It. Has. Been. So. Long. Since I cooked and wrote. But here is why: I was goddamn busy; get off my back.

I have an announcement to make. I’m going vagitarian. Oops. I mean VEGitarian. No Sam Ronson for me. Now I know, it’s like you’re saying to yourself, “What a dumb hoe. How she gonna write this stupid blog called Go MEAT Yourself and not eat meat? I aughta slap her”.
But here is the thing. Meat is dirty. I just read a book that freaked me the fuck out SO, I’m going vag. For 4 weeks. Then I’m back riding my meat wave to the pulled pork in the sky. D Day is after Memorial Day weekend BBQs. Watch out for this hoe cause I may be cranky for not getting my double daily dose of the meats. And? Fish is included. Yalls going to get so much freaking tofu and quinoa and goat cheese and bean recipes, you’re gonna fart by just reading this bitch.

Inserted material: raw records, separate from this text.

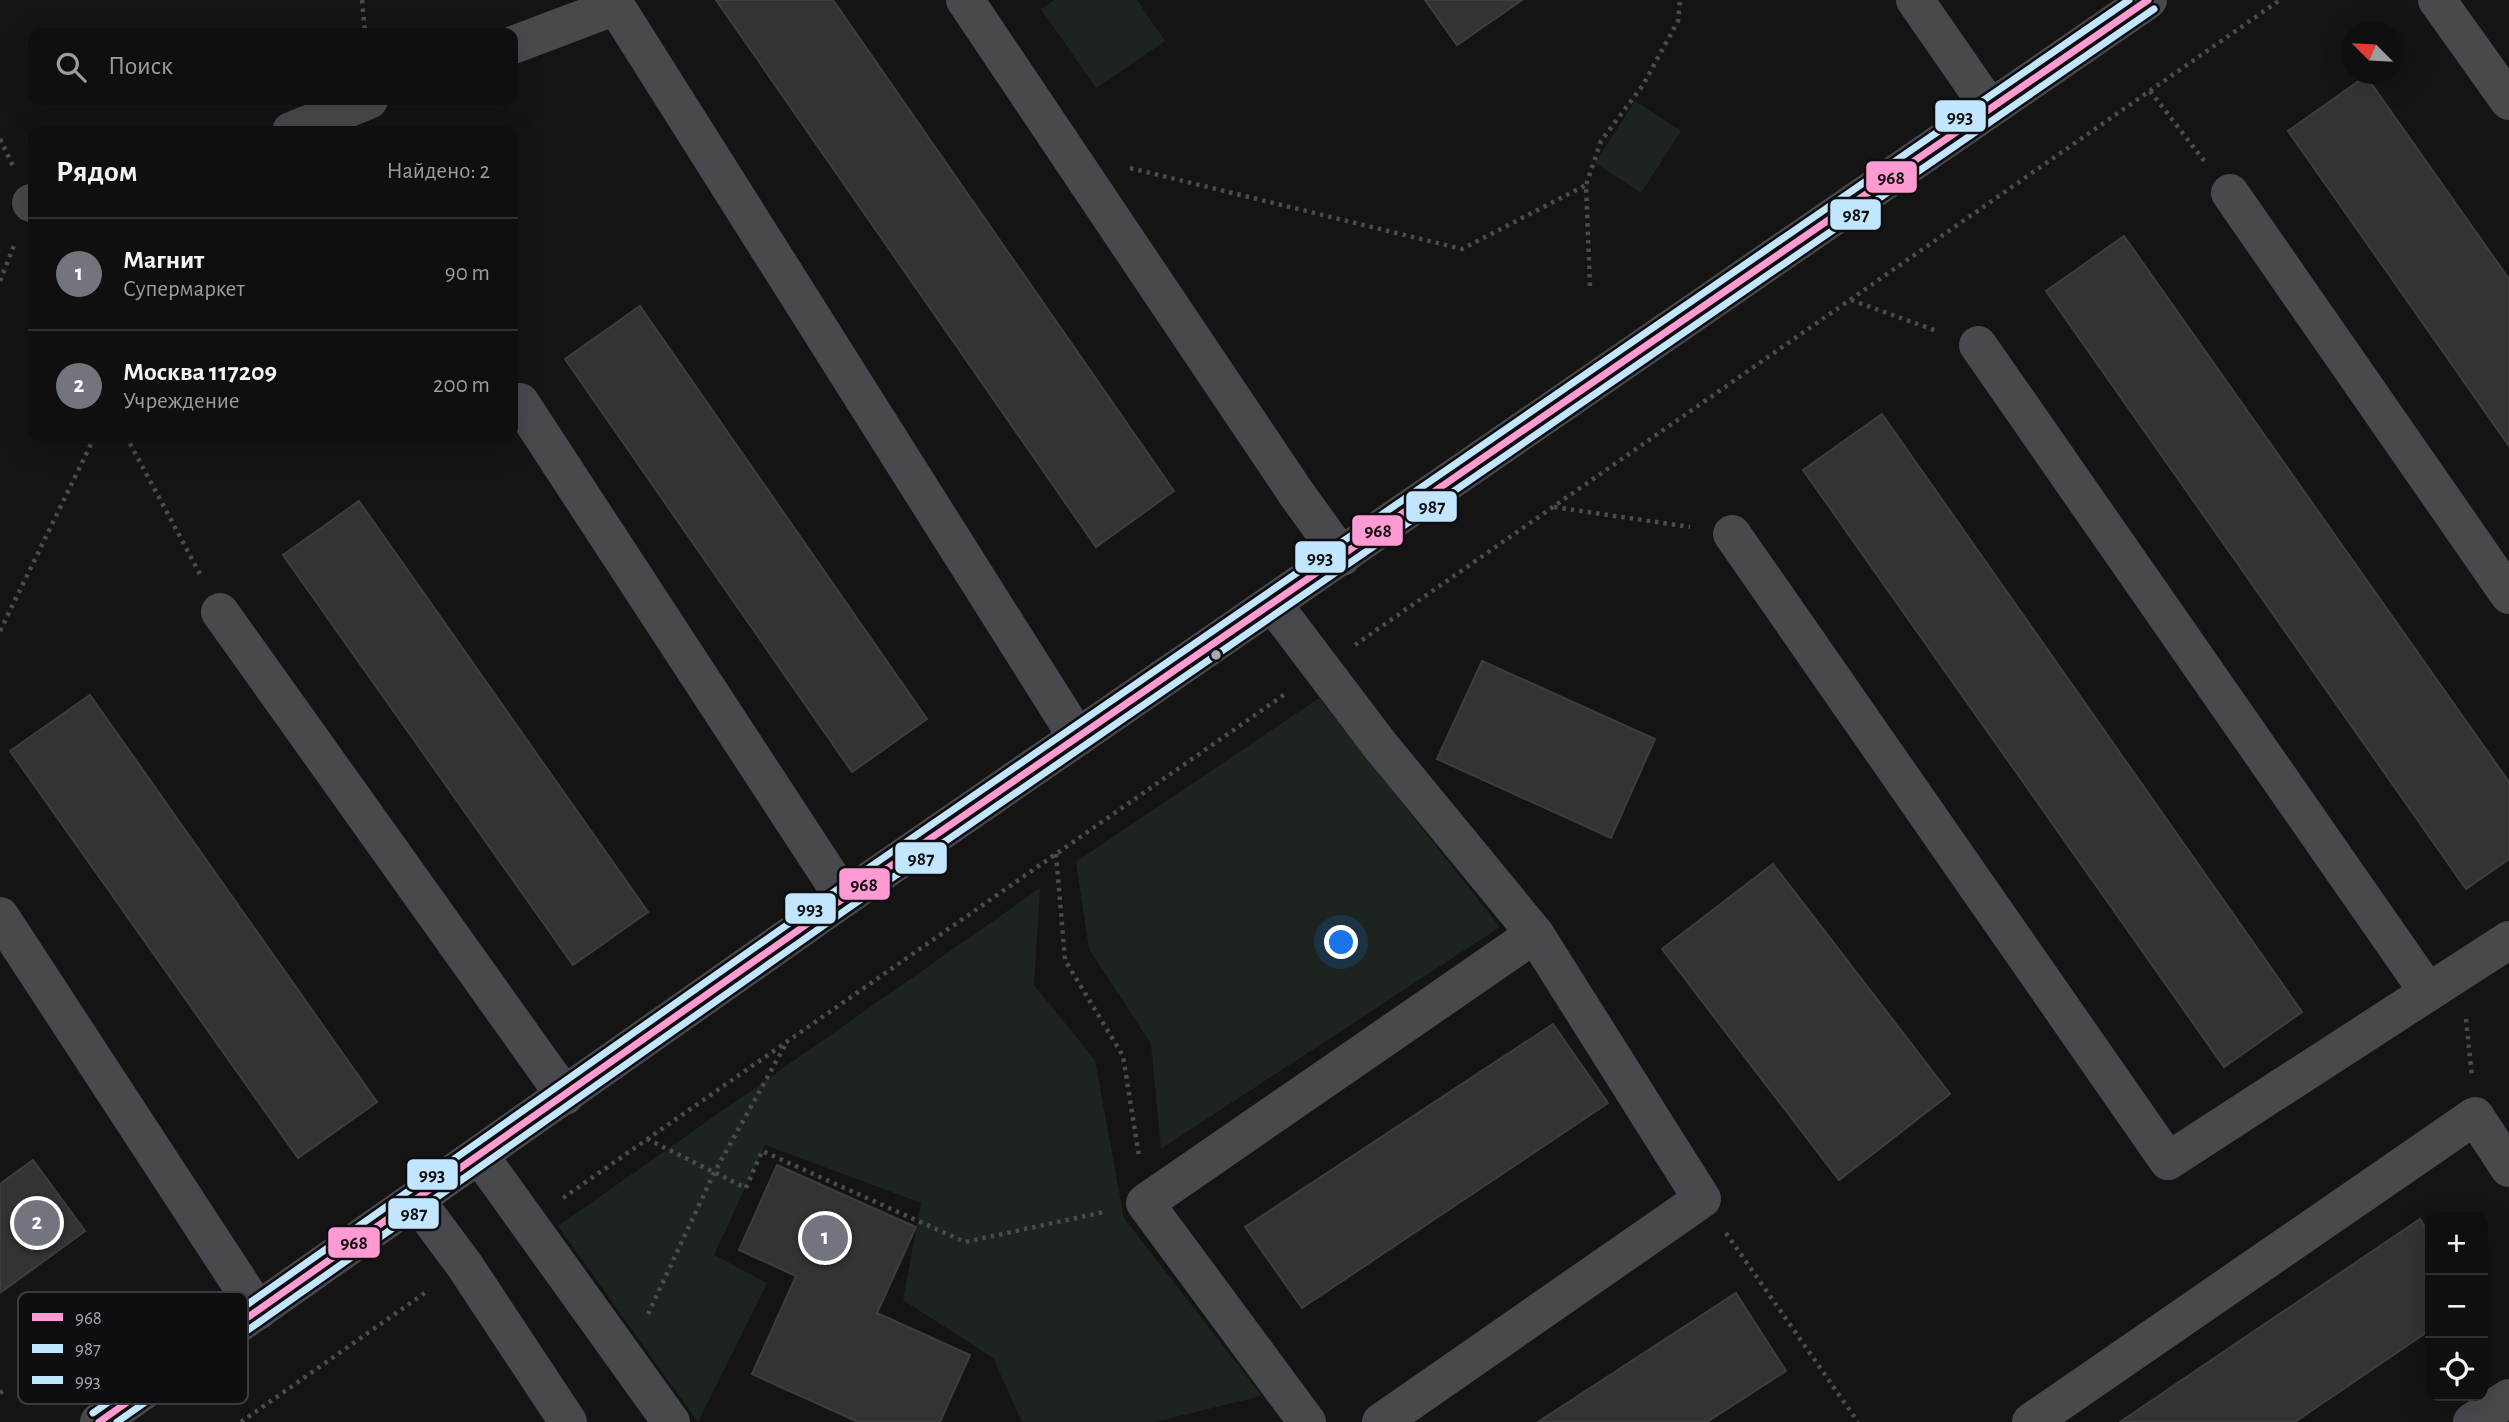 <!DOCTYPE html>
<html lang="ru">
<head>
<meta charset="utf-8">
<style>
  body { margin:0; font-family:"Alegreya Sans",sans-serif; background:#181818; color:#f1f3f6 }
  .controls { position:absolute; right:21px; bottom:21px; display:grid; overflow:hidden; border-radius:14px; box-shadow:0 7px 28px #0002 }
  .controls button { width:63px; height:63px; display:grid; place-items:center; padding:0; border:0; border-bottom:2px solid #2f2f2f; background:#0f0f0f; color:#f1f3f6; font:35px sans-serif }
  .compass { position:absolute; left:2341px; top:21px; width:63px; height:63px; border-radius:50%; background:#0f0f0f; box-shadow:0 7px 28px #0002; rotate:294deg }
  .you { position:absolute; left:1342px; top:943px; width:24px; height:24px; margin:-18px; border:5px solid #fff; border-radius:50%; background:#1a73e8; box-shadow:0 0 0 10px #1a73e833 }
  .badge { display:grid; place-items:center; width:46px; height:46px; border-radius:50%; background:#72757d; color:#fff; font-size:23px; font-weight:700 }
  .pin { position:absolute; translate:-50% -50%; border:4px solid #fff; box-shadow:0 2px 7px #0006 }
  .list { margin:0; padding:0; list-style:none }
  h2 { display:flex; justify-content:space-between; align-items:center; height:91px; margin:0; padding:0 28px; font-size:30px }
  h2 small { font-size:23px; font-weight:400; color:#9b9c9e }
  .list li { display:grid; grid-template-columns:46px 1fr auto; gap:21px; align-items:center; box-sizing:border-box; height:112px; padding:0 28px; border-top:2px solid #2f2f2f }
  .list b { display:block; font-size:26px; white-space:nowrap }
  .list p { margin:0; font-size:23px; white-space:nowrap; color:#9b9c9e }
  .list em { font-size:23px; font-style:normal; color:#9b9c9e }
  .icon { flex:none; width:38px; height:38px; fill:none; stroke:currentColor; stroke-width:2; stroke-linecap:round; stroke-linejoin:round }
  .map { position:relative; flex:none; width:2509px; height:1422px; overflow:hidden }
  .search { position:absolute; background:#0f0f0f; box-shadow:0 7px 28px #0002; left:28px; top:28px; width:490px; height:77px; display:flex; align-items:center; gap:18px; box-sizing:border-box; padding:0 24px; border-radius:14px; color:#9b9c9e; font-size:26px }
  .panel { position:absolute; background:#0f0f0f; box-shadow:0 7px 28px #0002; left:28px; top:126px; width:490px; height:315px; border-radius:14px }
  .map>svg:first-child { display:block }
  .green { fill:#1d231e }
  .building { fill:#333335; stroke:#3d3d40; stroke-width:2 }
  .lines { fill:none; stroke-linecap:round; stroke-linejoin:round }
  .path { stroke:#4a4b4f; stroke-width:4.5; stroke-dasharray:3.5 5; stroke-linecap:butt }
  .minor { stroke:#48494d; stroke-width:38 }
  .bus-1-casing { stroke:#0e0e10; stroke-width:12 }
  .bus-2-casing { stroke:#0e0e10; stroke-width:12 }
  .bus-3-casing { stroke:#0e0e10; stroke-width:12 }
  .bus-1 { stroke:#ff9ad2; stroke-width:7 }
  .bus-2 { stroke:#c2e6ff; stroke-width:7 }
  .bus-3 { stroke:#c2e6ff; stroke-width:7 }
  .bus-dot { fill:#a5a9b5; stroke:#0e0e10; stroke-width:2.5 }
  .key { fill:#0e0e10; stroke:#3b3c42; stroke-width:2 }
  .key-label { font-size:19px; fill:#a5a9b5 }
  .line-badge { stroke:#0e0e10; stroke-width:2.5 }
  .pale-badge-label { font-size:19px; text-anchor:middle; font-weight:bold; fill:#111 }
</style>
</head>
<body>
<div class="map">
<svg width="2509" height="1422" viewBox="0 0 2509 1422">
  <rect width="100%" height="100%" fill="#141414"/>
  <!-- green -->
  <g class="green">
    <polygon points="1054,0 1137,0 1165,41 1096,88 1041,9"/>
    <polygon points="1635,101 1681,131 1641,193 1595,163"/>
    <polygon points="1319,698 1500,927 1161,1149 1151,1044 1089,949 1076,862"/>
    <polygon points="1040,888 1034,985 1095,1060 1124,1218 1262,1396 1154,1422 1022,1422 993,1358 903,1300 921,1203 765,1145 714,1255 767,1283 698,1422 558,1226"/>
  </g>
  <!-- building -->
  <g class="building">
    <polygon points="716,0 833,0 1174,491 1096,547"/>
    <polygon points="1425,0 1522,0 1457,45"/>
    <polygon points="2366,76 2509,279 2509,446 2288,131"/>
    <polygon points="2124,236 2509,782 2509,859 2466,889 2046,291"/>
    <polygon points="640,306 927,719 852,772 565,359"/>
    <polygon points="1882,414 2302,1012 2224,1067 1803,470"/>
    <polygon points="359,501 648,912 573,965 283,555"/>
    <polygon points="1482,661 1655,739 1611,838 1437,759"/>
    <polygon points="90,695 377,1102 298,1158 10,751"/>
    <polygon points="1773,864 1950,1094 1839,1180 1662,949"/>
    <polygon points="1553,1024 1608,1103 1302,1308 1245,1227"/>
    <polygon points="33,1160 85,1231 0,1293 0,1184"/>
    <polygon points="777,1165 916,1227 877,1313 970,1355 940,1422 858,1422 752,1374 796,1276 739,1250"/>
    <polygon points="2420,1219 2430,1235 2430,1330 2295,1422 2120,1422"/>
    <polygon points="1736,1293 1786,1371 1707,1422 1538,1422"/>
  </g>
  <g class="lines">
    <!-- path -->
    <g class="path">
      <polyline points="362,0 365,33"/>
      <polyline points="2150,91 2205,162"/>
      <polyline points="0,139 13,166"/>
      <polyline points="1130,168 1462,249 1586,185"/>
      <polyline points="0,281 15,243"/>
      <polyline points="1590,286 1586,185 1601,141 1643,85 1678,21 1680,0"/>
      <polyline points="1851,300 1937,331"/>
      <polyline points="126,436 200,574"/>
      <polyline points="1554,507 1690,527"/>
      <polyline points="0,631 95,436"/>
      <polyline points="1355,645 2280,0"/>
      <polyline points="1056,854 1065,960 1123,1056 1139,1156"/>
      <polyline points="2466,1019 2472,1077"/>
      <polyline points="647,1139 746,1188 762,1151 965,1242 1104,1212"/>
      <polyline points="563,1198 1288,692"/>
      <polyline points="1726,1233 1858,1422"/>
      <polyline points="648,1314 714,1173 787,1042"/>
      <polyline points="0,1393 3,1391"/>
      <polyline points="241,1422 429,1290"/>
    </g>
    <!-- minor -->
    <g class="minor">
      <polyline points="612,0 1077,737"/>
      <polyline points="965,0 1296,493 1342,557"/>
      <polyline points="1915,0 1989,107"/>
      <polyline points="2437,0 2509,101"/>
      <polyline points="513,45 616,6"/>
      <polyline points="291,131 369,100"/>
      <polyline points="2230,193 2509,595"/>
      <polyline points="31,203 33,203"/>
      <polyline points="1978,345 2428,992"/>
      <polyline points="520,402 844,898"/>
      <polyline points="1732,534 2168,1161 2509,940"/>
      <polyline points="1273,604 1379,744 1535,934 1702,1199 1381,1422"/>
      <polyline points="220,612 565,1096"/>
      <polyline points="0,916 258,1311"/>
      <polyline points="480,1156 671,1422"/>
      <polyline points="416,1200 465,1266 568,1422"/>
      <polyline points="99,1422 844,898 2148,0"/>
      <polyline points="1307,1422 1145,1203 1535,934"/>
      <polyline points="2031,1422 2475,1116 2509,1168"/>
      <polyline points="2472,1422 2509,1398"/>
    </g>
    <defs>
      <polyline id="bus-1" points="99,1422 844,898 2148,0"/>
      <polyline id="bus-2" points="117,1422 850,907 2154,9"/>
      <polyline id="bus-3" points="93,1413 838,889 2129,0"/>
    </defs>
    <!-- bus-1 casing -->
    <use href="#bus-1" class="bus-1-casing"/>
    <!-- bus-2 casing -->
    <use href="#bus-2" class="bus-2-casing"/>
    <!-- bus-3 casing -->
    <use href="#bus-3" class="bus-3-casing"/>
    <!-- bus-1 -->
    <use href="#bus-1" class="bus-1"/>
    <!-- bus-2 -->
    <use href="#bus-2" class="bus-2"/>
    <!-- bus-3 -->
    <use href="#bus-3" class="bus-3"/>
  </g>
  <!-- markers -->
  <circle class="bus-dot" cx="1216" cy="655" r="6"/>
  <!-- legend -->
  <rect x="18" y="1292" width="230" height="112" rx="10" class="key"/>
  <rect x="32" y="1313" width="31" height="8" fill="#ff9ad2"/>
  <rect x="32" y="1344" width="31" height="9" fill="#c2e6ff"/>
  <rect x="32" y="1376" width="31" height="8" fill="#c2e6ff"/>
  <g class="key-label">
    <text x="75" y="1324">968</text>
    <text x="75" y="1355">987</text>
    <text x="75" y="1387">993</text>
  </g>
  <g class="line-badge">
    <rect x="1934" y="99" width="53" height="34" rx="7" fill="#c2e6ff"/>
    <rect x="1865" y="160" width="53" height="34" rx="7" fill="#ff9ad2"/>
    <rect x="1829" y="198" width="53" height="33" rx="7" fill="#c2e6ff"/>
    <rect x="1405" y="490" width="53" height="33" rx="7" fill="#c2e6ff"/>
    <rect x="1351" y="514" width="53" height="33" rx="7" fill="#ff9ad2"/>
    <rect x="1294" y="540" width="53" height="34" rx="7" fill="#c2e6ff"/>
    <rect x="894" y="841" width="54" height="34" rx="7" fill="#c2e6ff"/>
    <rect x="838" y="867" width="53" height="34" rx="7" fill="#ff9ad2"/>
    <rect x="784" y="892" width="53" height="33" rx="7" fill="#c2e6ff"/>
    <rect x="406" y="1158" width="53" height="33" rx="7" fill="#c2e6ff"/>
    <rect x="387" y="1197" width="53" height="33" rx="7" fill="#c2e6ff"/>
    <rect x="327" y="1226" width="54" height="33" rx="7" fill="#ff9ad2"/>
  </g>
  <g class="pale-badge-label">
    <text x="1960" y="123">993</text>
    <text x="1891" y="184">968</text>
    <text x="1856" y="221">987</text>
    <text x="1432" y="513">987</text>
    <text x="1378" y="537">968</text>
    <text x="1320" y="564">993</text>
    <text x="921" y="865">987</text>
    <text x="864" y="891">968</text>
    <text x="810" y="915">993</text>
    <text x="432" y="1181">993</text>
    <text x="414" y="1220">987</text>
    <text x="354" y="1249">968</text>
  </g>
</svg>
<div class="controls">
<button>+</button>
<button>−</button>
<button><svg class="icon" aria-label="locate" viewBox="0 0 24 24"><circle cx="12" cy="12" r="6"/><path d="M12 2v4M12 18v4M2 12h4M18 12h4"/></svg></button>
</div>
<svg class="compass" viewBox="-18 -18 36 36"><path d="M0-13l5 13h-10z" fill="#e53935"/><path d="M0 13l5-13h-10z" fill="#9b9c9e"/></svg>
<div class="you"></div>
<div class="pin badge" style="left:825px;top:1238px">1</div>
<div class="pin badge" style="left:37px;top:1223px">2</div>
<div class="search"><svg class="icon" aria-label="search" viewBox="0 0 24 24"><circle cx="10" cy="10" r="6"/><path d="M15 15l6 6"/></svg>Поиск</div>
<section class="panel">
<h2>Рядом<small>Найдено: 2</small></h2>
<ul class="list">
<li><span class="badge">1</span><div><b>Магнит</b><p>Супермаркет</p></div><em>90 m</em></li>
<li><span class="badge">2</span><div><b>Москва 117209</b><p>Учреждение</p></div><em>200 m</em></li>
</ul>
</section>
</div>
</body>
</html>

T minus 25 days to fill up the gullet as much as possible on the lamb shanks, cheeseburgers, hanger steaks, bacon, salami, pork belly, pastrami and rye, corned beef hash, hot dogs, gyros, chicken wings, turkey mayo sammies, roast beef like a mo, smoked turkey legs, chicken salad, pulled pork, ribs, salmon steaks, tuna steaks, swordfish steaks, broiled shimps, boiled shrimp, shrimps rolls, fish tacos, mussels, clams, crabs, lobsters and straight. up. steak.
Cry for me argentina cause you know I’m gonna be hungry. Until then, send me your suggestions on how not to starve.